**Exercise details:** An exact copy of the data below is needed; please leave out any pictures.
-.-.-
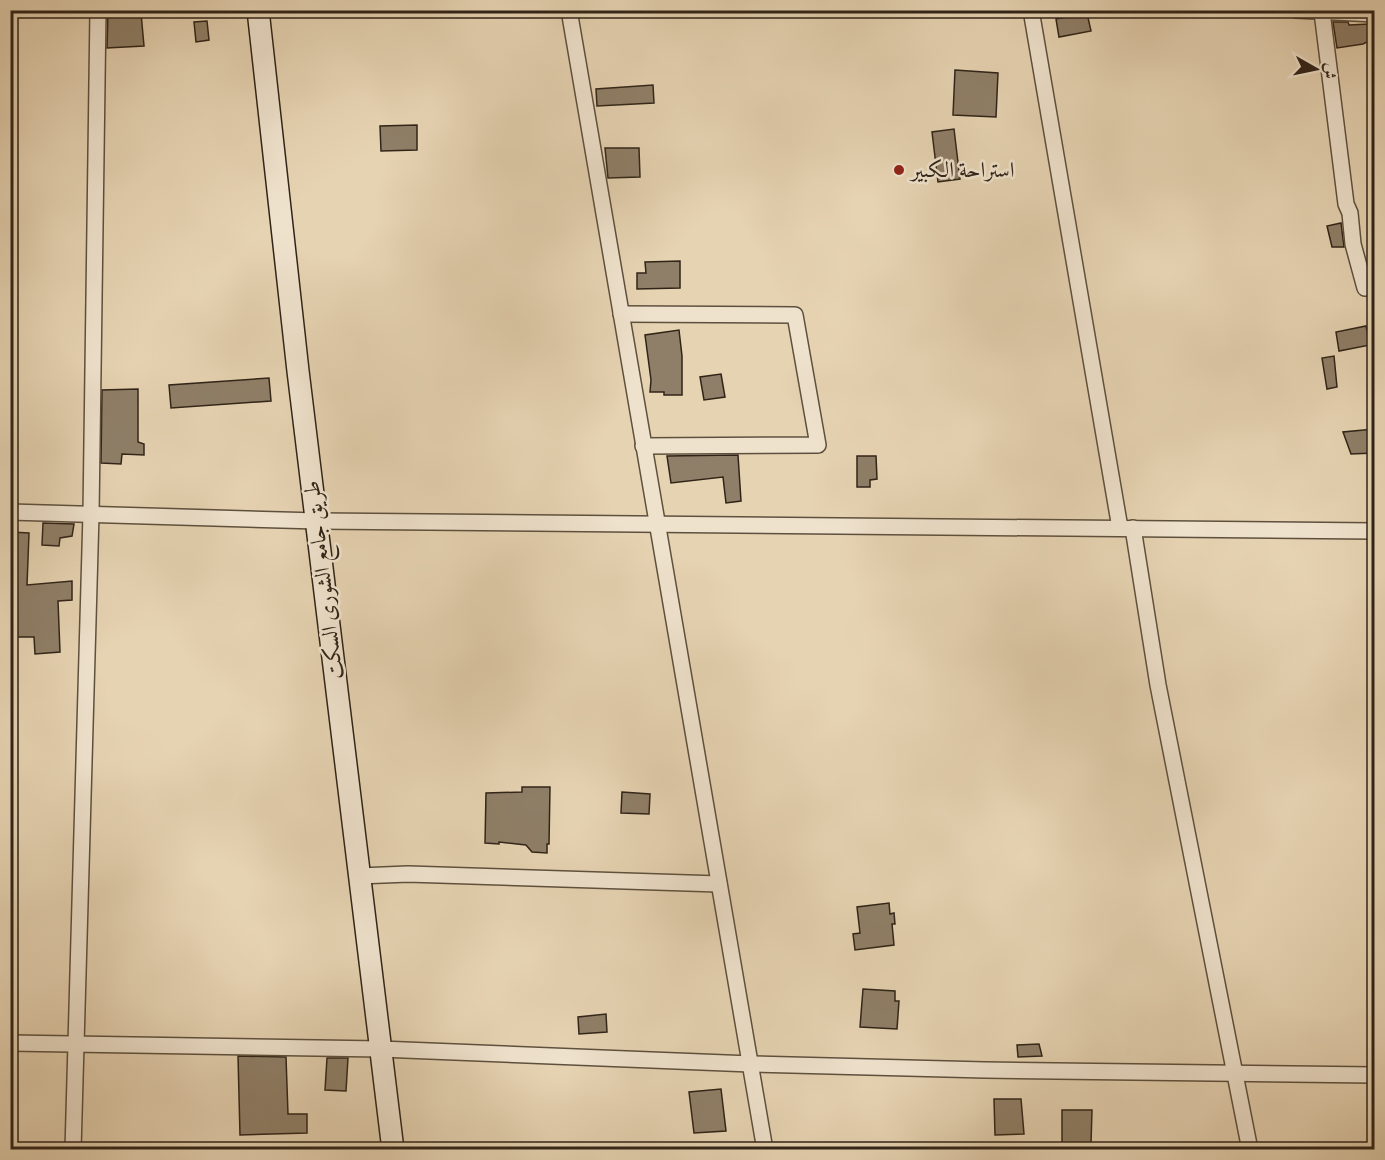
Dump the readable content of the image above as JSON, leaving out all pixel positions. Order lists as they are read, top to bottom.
{
  "streets": {
    "main road": ["طريق جامع الشورى السكت"]
  },
  "places": ["استراحة الكبير"],
  "north": "right"
}
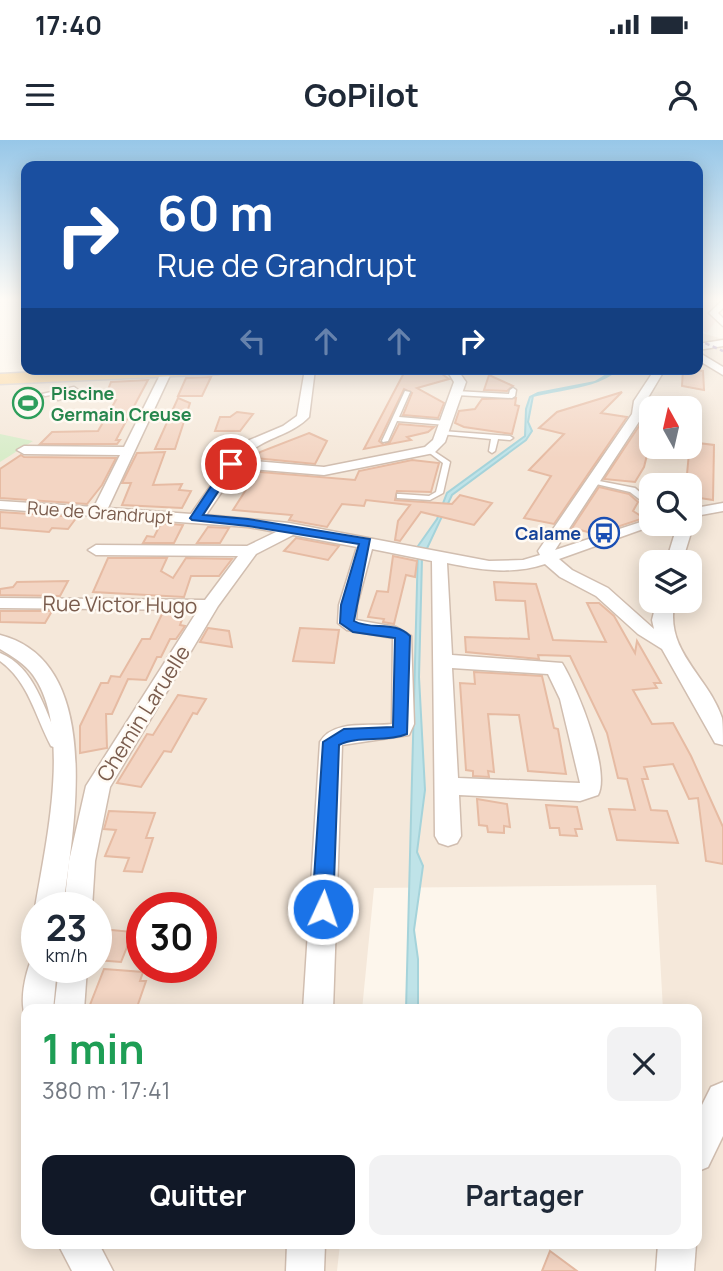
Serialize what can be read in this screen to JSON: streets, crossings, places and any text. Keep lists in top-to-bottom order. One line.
{"streets":{"street":["Rue de Grandrupt","Rue Victor Hugo","Chemin Laruelle"]},"crossings":[["Rue de Grandrupt","Rue Victor Hugo"],["Rue Victor Hugo","Chemin Laruelle"]],"places":{"sports":["Piscine Germain Creuse"],"bus stop":["Calame"]},"north":"top","page":{"status":"17:40","header":"GoPilot","turn":["60 m","Rue de Grandrupt"],"speed":"23 km/h","limit":"30","heading":["1 min","380 m · 17:41"],"buttons":["Quitter","Partager"]}}
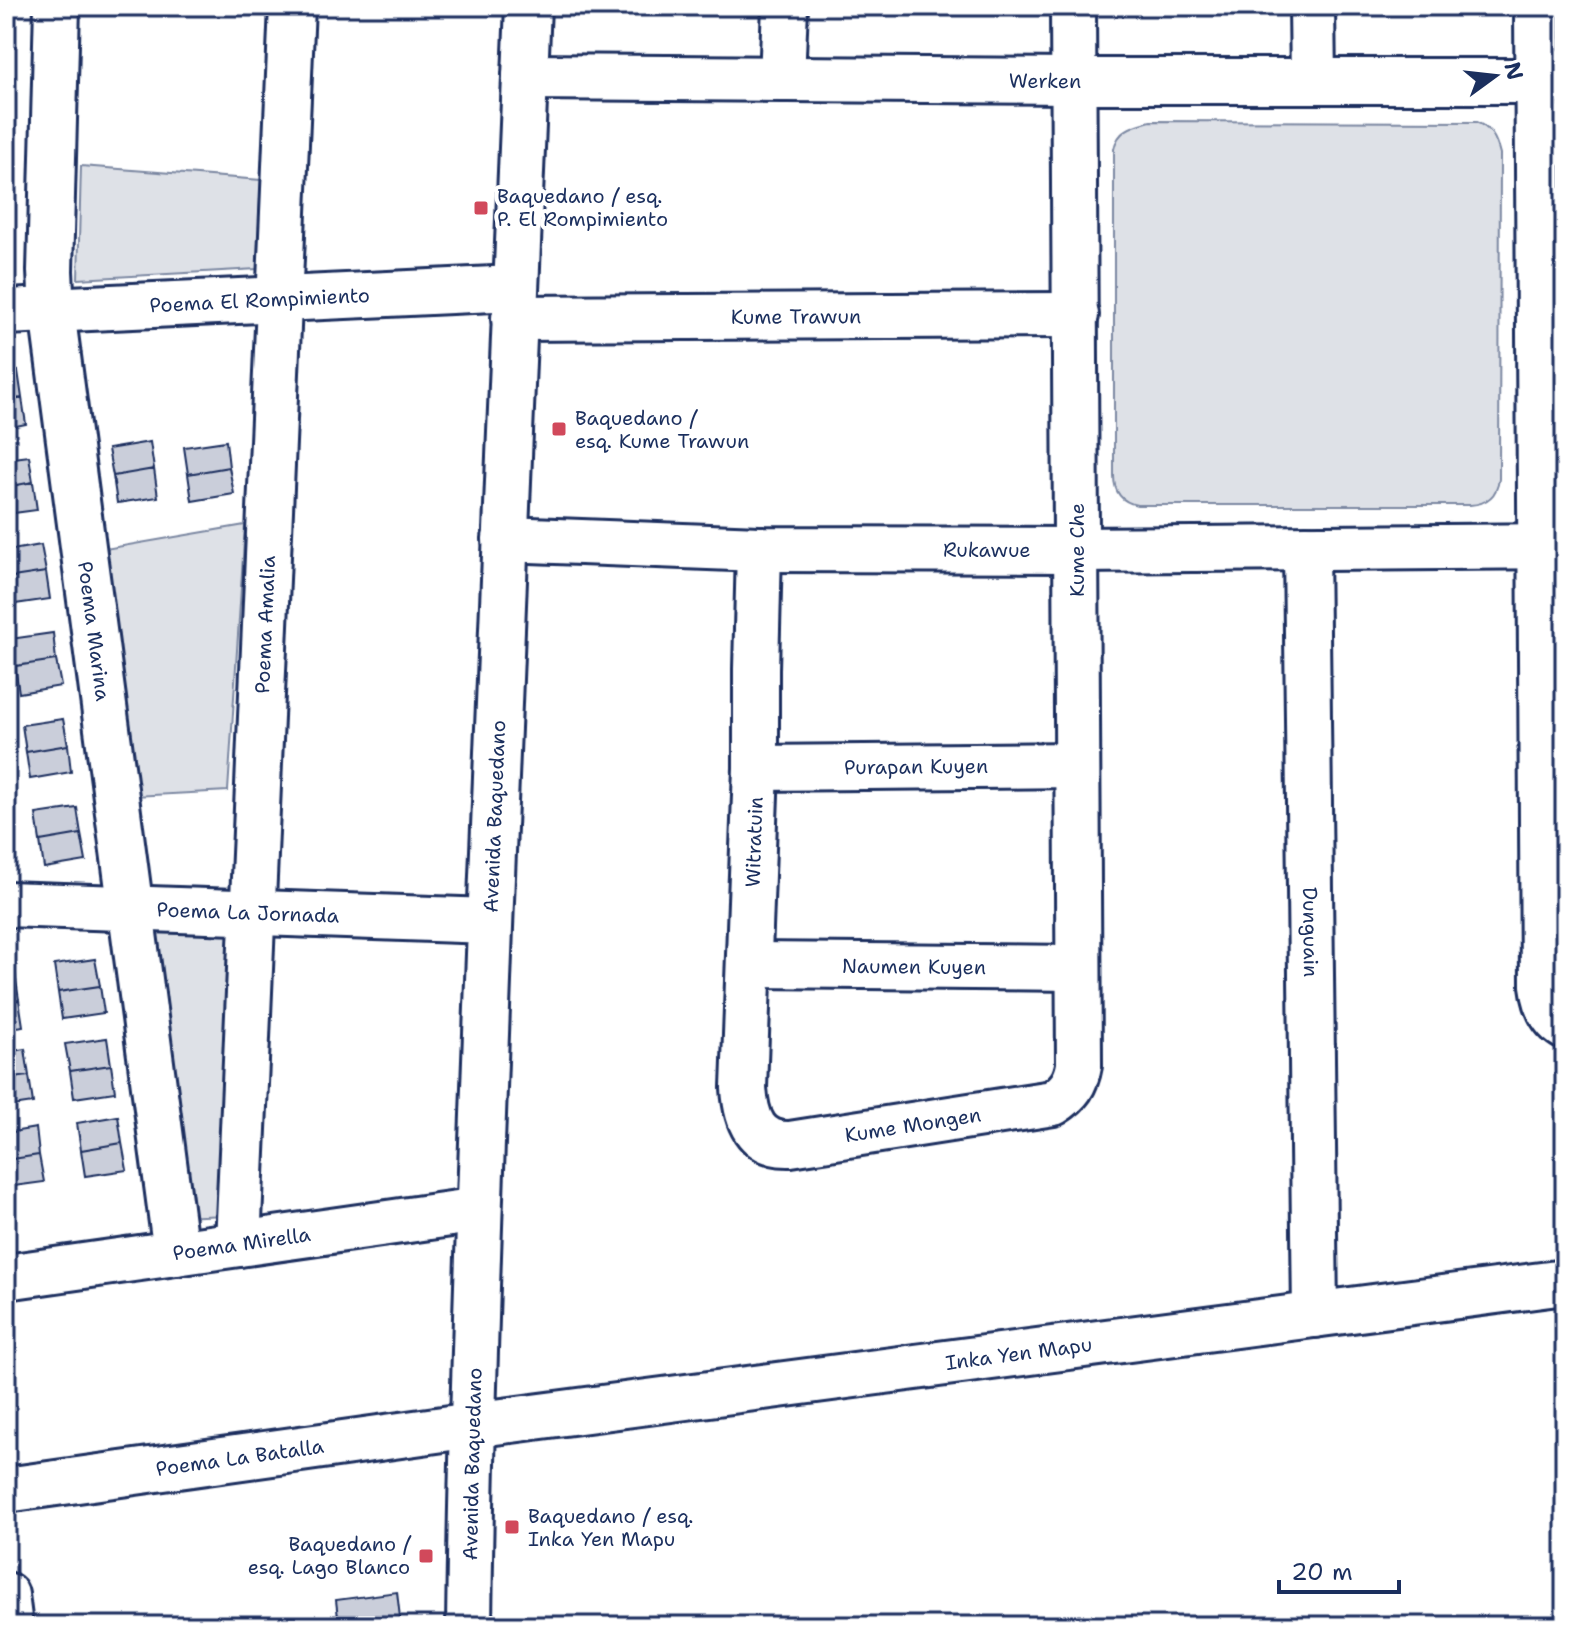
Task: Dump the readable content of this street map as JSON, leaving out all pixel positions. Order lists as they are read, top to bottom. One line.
{"streets":{"street":["Werken","Poema El Rompimiento","Kume Trawun","Rukawue","Kume Che","Poema Amalia","Poema Marina","Purapan Kuyen","Avenida Baquedano","Witratuin","Poema La Jornada","Dunguain","Naumen Kuyen","Kume Mongen","Poema Mirella","Inka Yen Mapu","Poema La Batalla"]},"crossings":[["Werken","Kume Che"],["Werken","Avenida Baquedano"],["Poema El Rompimiento","Kume Trawun"],["Poema El Rompimiento","Poema Amalia"],["Poema El Rompimiento","Poema Marina"],["Poema El Rompimiento","Avenida Baquedano"],["Kume Trawun","Kume Che"],["Kume Trawun","Avenida Baquedano"],["Rukawue","Kume Che"],["Rukawue","Avenida Baquedano"],["Rukawue","Witratuin"],["Rukawue","Dunguain"],["Kume Che","Purapan Kuyen"],["Kume Che","Naumen Kuyen"],["Kume Che","Kume Mongen"],["Poema Amalia","Poema La Jornada"],["Poema Amalia","Poema Mirella"],["Poema Marina","Poema La Jornada"],["Poema Marina","Poema Mirella"],["Purapan Kuyen","Witratuin"],["Avenida Baquedano","Poema La Jornada"],["Avenida Baquedano","Poema Mirella"],["Avenida Baquedano","Inka Yen Mapu"],["Avenida Baquedano","Poema La Batalla"],["Witratuin","Naumen Kuyen"],["Witratuin","Kume Mongen"],["Dunguain","Inka Yen Mapu"],["Inka Yen Mapu","Poema La Batalla"]],"places":{"transit":["Baquedano / esq. P. El Rompimiento","Baquedano / esq. Kume Trawun","Baquedano / esq. Inka Yen Mapu","Baquedano / esq. Lago Blanco"]},"scale_bar":"20 m","north":"right"}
-.-.-
**Answer space:**
Dump the readable content of the image above as JSON, leaving out all pixel positions. Order lists as they are read, top to bottom.
{
  "streets": {
    "main road": ["طريق جامع الشورى السكت"]
  },
  "places": ["استراحة الكبير"],
  "north": "right"
}
Serialize what can be read in this screen to JSON: streets, crossings, places and any text. Keep lists in top-to-bottom order. One line.
{"streets":{"street":["Rue de Grandrupt","Rue Victor Hugo","Chemin Laruelle"]},"crossings":[["Rue de Grandrupt","Rue Victor Hugo"],["Rue Victor Hugo","Chemin Laruelle"]],"places":{"sports":["Piscine Germain Creuse"],"bus stop":["Calame"]},"north":"top","page":{"status":"17:40","header":"GoPilot","turn":["60 m","Rue de Grandrupt"],"speed":"23 km/h","limit":"30","heading":["1 min","380 m · 17:41"],"buttons":["Quitter","Partager"]}}
Task: Dump the readable content of this street map as JSON, leaving out all pixel positions. Order lists as they are read, top to bottom. One line.
{"streets":{"street":["Werken","Poema El Rompimiento","Kume Trawun","Rukawue","Kume Che","Poema Amalia","Poema Marina","Purapan Kuyen","Avenida Baquedano","Witratuin","Poema La Jornada","Dunguain","Naumen Kuyen","Kume Mongen","Poema Mirella","Inka Yen Mapu","Poema La Batalla"]},"crossings":[["Werken","Kume Che"],["Werken","Avenida Baquedano"],["Poema El Rompimiento","Kume Trawun"],["Poema El Rompimiento","Poema Amalia"],["Poema El Rompimiento","Poema Marina"],["Poema El Rompimiento","Avenida Baquedano"],["Kume Trawun","Kume Che"],["Kume Trawun","Avenida Baquedano"],["Rukawue","Kume Che"],["Rukawue","Avenida Baquedano"],["Rukawue","Witratuin"],["Rukawue","Dunguain"],["Kume Che","Purapan Kuyen"],["Kume Che","Naumen Kuyen"],["Kume Che","Kume Mongen"],["Poema Amalia","Poema La Jornada"],["Poema Amalia","Poema Mirella"],["Poema Marina","Poema La Jornada"],["Poema Marina","Poema Mirella"],["Purapan Kuyen","Witratuin"],["Avenida Baquedano","Poema La Jornada"],["Avenida Baquedano","Poema Mirella"],["Avenida Baquedano","Inka Yen Mapu"],["Avenida Baquedano","Poema La Batalla"],["Witratuin","Naumen Kuyen"],["Witratuin","Kume Mongen"],["Dunguain","Inka Yen Mapu"],["Inka Yen Mapu","Poema La Batalla"]],"places":{"transit":["Baquedano / esq. P. El Rompimiento","Baquedano / esq. Kume Trawun","Baquedano / esq. Inka Yen Mapu","Baquedano / esq. Lago Blanco"]},"scale_bar":"20 m","north":"right"}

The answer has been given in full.